> [Exercise] Skip the pictures, please, and write out exactly the lines from the opening of the data through the line containing "height:3px; margin:-1.5px; padding:0".

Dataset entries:
------------------------------------

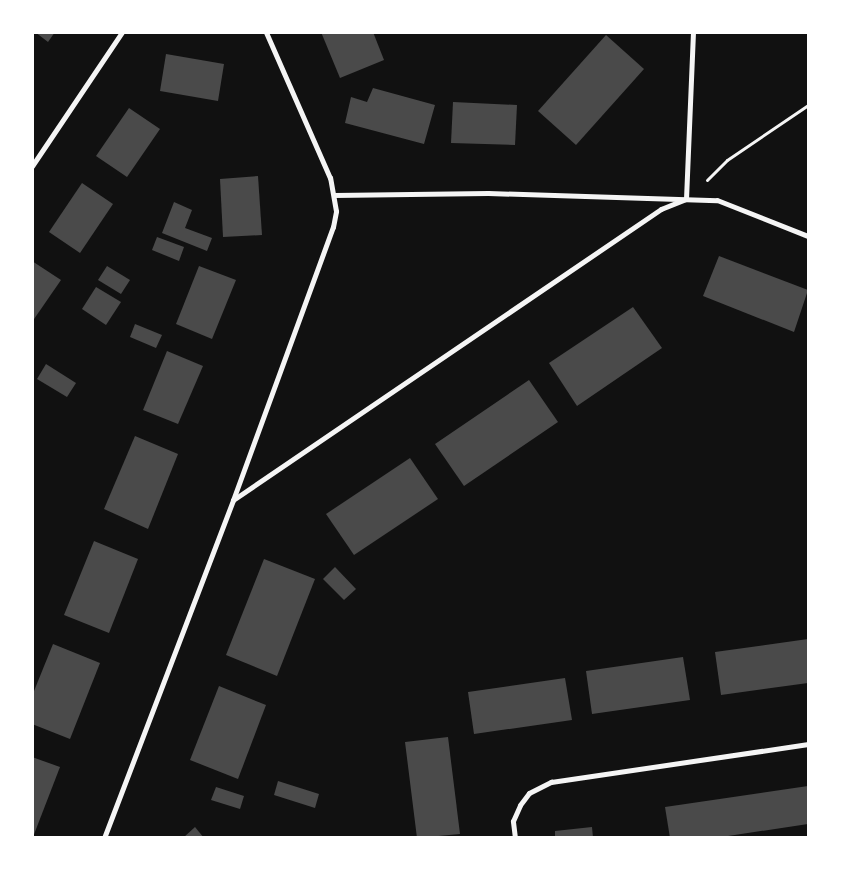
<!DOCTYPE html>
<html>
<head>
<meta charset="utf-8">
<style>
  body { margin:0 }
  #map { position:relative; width:841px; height:870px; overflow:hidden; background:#111; font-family:"Golos Text",sans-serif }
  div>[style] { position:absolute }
  .building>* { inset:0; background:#4a4a4a }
  .path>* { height:3px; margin:-1.5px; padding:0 1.5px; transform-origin:1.5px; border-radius:1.5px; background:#f5f5f5 }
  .minor>* { height:5px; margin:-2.5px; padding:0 2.5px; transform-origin:2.5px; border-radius:2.5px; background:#f5f5f5 }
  span { translate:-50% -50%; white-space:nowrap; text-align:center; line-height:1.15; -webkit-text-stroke:4.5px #fff; paint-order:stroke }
  .frame { position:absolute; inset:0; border:34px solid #fff; pointer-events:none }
</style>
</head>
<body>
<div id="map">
  <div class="building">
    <div style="clip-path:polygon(35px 32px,55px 32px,48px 42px)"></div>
    <div style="clip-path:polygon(321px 32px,373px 32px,384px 60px,340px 78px)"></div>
    <div style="clip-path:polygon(606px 35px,644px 69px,576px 145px,538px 111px)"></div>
    <div style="clip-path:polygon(166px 54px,224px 64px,218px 101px,160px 91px)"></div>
    <div style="clip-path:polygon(373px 88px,435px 105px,424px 144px,345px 123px,351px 97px,367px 102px)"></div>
    <div style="clip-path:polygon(453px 102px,517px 105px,515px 145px,451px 143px)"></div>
    <div style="clip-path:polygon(129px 108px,160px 129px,127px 177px,96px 156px)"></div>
    <div style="clip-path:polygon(258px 176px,262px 235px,223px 237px,220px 179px)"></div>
    <div style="clip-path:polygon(82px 183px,113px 204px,80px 253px,49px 232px)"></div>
    <div style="clip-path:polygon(174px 202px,192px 210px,185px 228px,212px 238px,207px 251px,162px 233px)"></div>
    <div style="clip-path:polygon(157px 237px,184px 247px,179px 261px,152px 250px)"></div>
    <div style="clip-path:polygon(719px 256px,808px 290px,794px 332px,703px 296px)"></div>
    <div style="clip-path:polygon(32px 261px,61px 280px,32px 322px)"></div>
    <div style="clip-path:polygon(107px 266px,130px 280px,121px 294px,98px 280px)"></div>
    <div style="clip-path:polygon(199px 266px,236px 280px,212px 339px,176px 324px)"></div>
    <div style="clip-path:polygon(96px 287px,121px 302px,106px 325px,82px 309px)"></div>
    <div style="clip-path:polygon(633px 307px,662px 348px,577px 406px,549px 363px)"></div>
    <div style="clip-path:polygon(135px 324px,162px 335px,156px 348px,130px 337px)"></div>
    <div style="clip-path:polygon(167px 351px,203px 366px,178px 424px,143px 410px)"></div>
    <div style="clip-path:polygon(46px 364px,76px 383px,67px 397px,37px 379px)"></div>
    <div style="clip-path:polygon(529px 380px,558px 422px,464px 486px,435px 444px)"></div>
    <div style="clip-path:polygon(135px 436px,178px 454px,148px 529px,104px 509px)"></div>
    <div style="clip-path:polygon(410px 458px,438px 499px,354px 555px,326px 514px)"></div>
    <div style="clip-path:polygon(94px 541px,138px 559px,109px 633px,64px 615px)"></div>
    <div style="clip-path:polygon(264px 559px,315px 579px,277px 676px,226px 655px)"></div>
    <div style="clip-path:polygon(335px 567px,356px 589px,344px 600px,323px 579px)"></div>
    <div style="clip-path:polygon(808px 639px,808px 683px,721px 695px,715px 652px)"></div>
    <div style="clip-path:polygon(53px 644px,100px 663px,70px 739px,32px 724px,32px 696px)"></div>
    <div style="clip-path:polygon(683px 657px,690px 700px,592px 714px,586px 671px)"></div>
    <div style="clip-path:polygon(565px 678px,572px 720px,474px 734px,468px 692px)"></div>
    <div style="clip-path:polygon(219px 686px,266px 705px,238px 779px,190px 760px)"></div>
    <div style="clip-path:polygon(448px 737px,460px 834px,417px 838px,405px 742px)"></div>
    <div style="clip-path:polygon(32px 757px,60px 767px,33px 837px,32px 837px)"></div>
    <div style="clip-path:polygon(278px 781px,319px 794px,315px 808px,274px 795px)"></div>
    <div style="clip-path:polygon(808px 786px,808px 824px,715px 838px,670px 838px,665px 807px)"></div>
    <div style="clip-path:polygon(216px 787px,244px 796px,240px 809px,211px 800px)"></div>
    <div style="clip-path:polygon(195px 827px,204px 838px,183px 838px)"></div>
    <div style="clip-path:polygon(592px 827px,593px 838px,555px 838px,555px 831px)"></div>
  </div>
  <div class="path">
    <div style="left:707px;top:180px;width:28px;rotate:-45deg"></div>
    <div style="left:727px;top:160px;width:98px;rotate:-34.2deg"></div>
  </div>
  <div class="minor">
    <div style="left:32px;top:166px;width:161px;rotate:-56.1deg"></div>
    <div style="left:334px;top:195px;width:154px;rotate:-0.7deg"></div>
    <div style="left:488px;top:193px;width:229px;rotate:1.8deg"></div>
    <div style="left:717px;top:200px;width:98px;rotate:21.6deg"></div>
    <div style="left:686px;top:199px;width:167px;rotate:-87.6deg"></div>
    <div style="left:233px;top:500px;width:518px;rotate:-34.21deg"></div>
    <div style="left:661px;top:209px;width:27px;rotate:-22deg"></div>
    <div style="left:104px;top:838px;width:362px;rotate:-69.1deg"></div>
    <div style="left:233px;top:500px;width:291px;rotate:-69.9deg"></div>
    <div style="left:333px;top:227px;width:16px;rotate:-79deg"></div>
    <div style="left:336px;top:211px;width:34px;rotate:-100deg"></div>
    <div style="left:330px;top:178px;width:159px;rotate:-113.7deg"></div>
    <div style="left:515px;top:838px;width:17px;rotate:-97deg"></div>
    <div style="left:513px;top:821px;width:17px;rotate:-66deg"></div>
    <div style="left:520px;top:805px;width:15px;rotate:-53deg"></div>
    <div style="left:529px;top:793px;width:25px;rotate:-27deg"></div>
    <div style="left:551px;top:782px;width:260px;rotate:-8.4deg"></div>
  </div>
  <div class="frame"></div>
</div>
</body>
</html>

------------------------------------

> [Task answer]
<!DOCTYPE html>
<html>
<head>
<meta charset="utf-8">
<style>
  body { margin:0 }
  #map { position:relative; width:841px; height:870px; overflow:hidden; background:#111; font-family:"Golos Text",sans-serif }
  div>[style] { position:absolute }
  .building>* { inset:0; background:#4a4a4a }
  .path>* { height:3px; margin:-1.5px; padding:0 1.5px; transform-origin:1.5px; border-radius:1.5px; background:#f5f5f5 }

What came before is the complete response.